Bu Fang menenangkan pikirannya. Saat darah memasuki perutnya, sepertinya akan mulai membersihkan tubuhnya dan mengganti darahnya. Namun, kekuatan tertinggi menekannya, membuatnya gagal mengubah darahnya.
Ditarik oleh darah Dewa Langit, pikiran Bu Fang meluncur ke bawah seolah-olah sedang menaiki roller coaster. Dia mendengar ledakan keras seolah-olah semuanya telah meledak, dan kemudian dia bergegas ke lautan bintang berkabut.
Dia membuka matanya. Ketika dia melihat di mana dia berada, dia menarik napas dalam-dalam.
“Ini adalah … Lautan Hukum ?!”
…
Ka… Ka… Ka…
Perisai yang menutupi Bu Fang dan Summer telah meledak, dan aura tulang dan darah Dewa Langit segera menarik perhatian Blood Beast yang menakutkan dan para ahli di dekatnya. Segera, beberapa ahli terbang dengan kecepatan tinggi sementara Blood Beast mulai berputar di langit.
Tiba-tiba, teriakan phoenix yang nyaring terdengar di seluruh relik. Seekor phoenix berwarna darah mengepakkan sayapnya dan terbang ke arah Bu Fang. Ada api yang menyala di matanya, dan aura menakutkannya menyebar seperti badai ke segala arah.
Summer, duduk bersila di tanah, membuka matanya dengan gembira. Kekuatan darah Heavengod telah sepenuhnya diserap olehnya. Dia merasa bahwa kekuatannya telah meningkat banyak, dan dia telah memahami seratus Hukum lagi dalam sekejap, membuat basis kultivasinya sangat dekat dengan Raja Dewa tingkat tinggi!
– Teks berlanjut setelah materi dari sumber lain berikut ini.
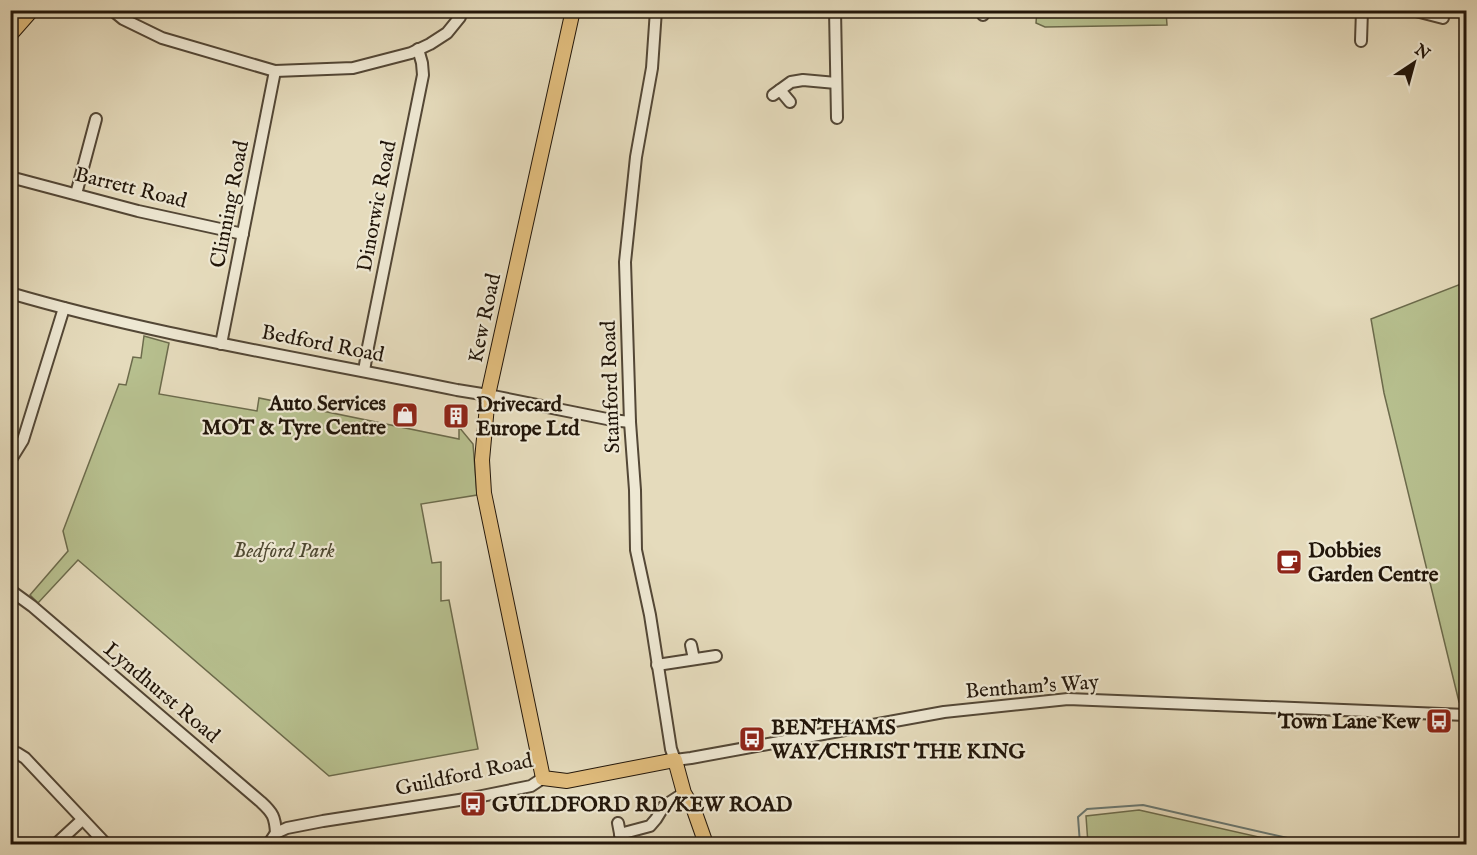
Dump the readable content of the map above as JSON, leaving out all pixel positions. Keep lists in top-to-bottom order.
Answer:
{
  "streets": {
    "main road": ["Kew Road", "Guildford Road"],
    "street": [
      "Barrett Road",
      "Clinning Road",
      "Dinorwic Road",
      "Bedford Road",
      "Stamford Road",
      "Bentham's Way",
      "Lyndhurst Road"
    ]
  },
  "crossings": [
    ["Barrett Road", "Clinning Road"],
    ["Clinning Road", "Bedford Road"],
    ["Dinorwic Road", "Bedford Road"],
    ["Kew Road", "Bedford Road"],
    ["Kew Road", "Guildford Road"],
    ["Bedford Road", "Stamford Road"],
    ["Stamford Road", "Bentham's Way"],
    ["Stamford Road", "Guildford Road"],
    ["Bentham's Way", "Guildford Road"],
    ["Lyndhurst Road", "Guildford Road"]
  ],
  "parks": ["Bedford Park"],
  "places": {
    "shop": ["Auto Services MOT & Tyre Centre"],
    "building": ["Drivecard Europe Ltd"],
    "cafe": ["Dobbies Garden Centre"],
    "bus stop": ["Town Lane Kew", "BENTHAMS WAY/CHRIST THE KING", "GUILDFORD RD/KEW ROAD"]
  },
  "north": "top right"
}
Setetes darah Heavengod bernilai ratusan tahun kultivasi, dan itu tidak memiliki efek samping. Darah Heavengods adalah esensi yang terakumulasi setelah kejatuhan mereka dan dapat membantu meningkatkan basis kultivasi seseorang dan mengubah tubuh seseorang. Itulah mengapa banyak orang menginginkannya. Summer tidak menyangka bahwa dia akan menjadi orang yang sangat beruntung.
Namun, ketika dia merasakan aura menakutkan di sekelilingnya, ekspresinya berubah secara dramatis.
“Phoenix Darah Gelap! Itu adalah Raja Binatang Darah teratas yang sekuat Raja Dewa tingkat tinggi!” Musim panas terkesiap dengan panik di matanya. Bahkan dengan kekuatannya sekarang, dia mungkin tidak bisa melawan Raja Dewa tingkat tinggi. Dia tidak menyangka bahwa mereka akan ditargetkan oleh Raja Binatang Darah teratas.
Tidak hanya Phoenix Darah Gelap ini, tetapi mereka juga menjadi sasaran beberapa aura tersembunyi di sekitar mereka. Tanpa ragu, ada beberapa Raja Binatang Darah lainnya yang mengincar mereka di kehampaan di sekitarnya.
Tulang dan darah Dewa Langit di Bu Fang telah menarik terlalu banyak Raja Binatang Darah.
Keduanya telah lolos dari pengejaran Tian Qiu, tetapi mereka akan mati di mulut para Raja Binatang Darah ini. Wajah Summer menjadi sangat pucat dan tidak berdarah.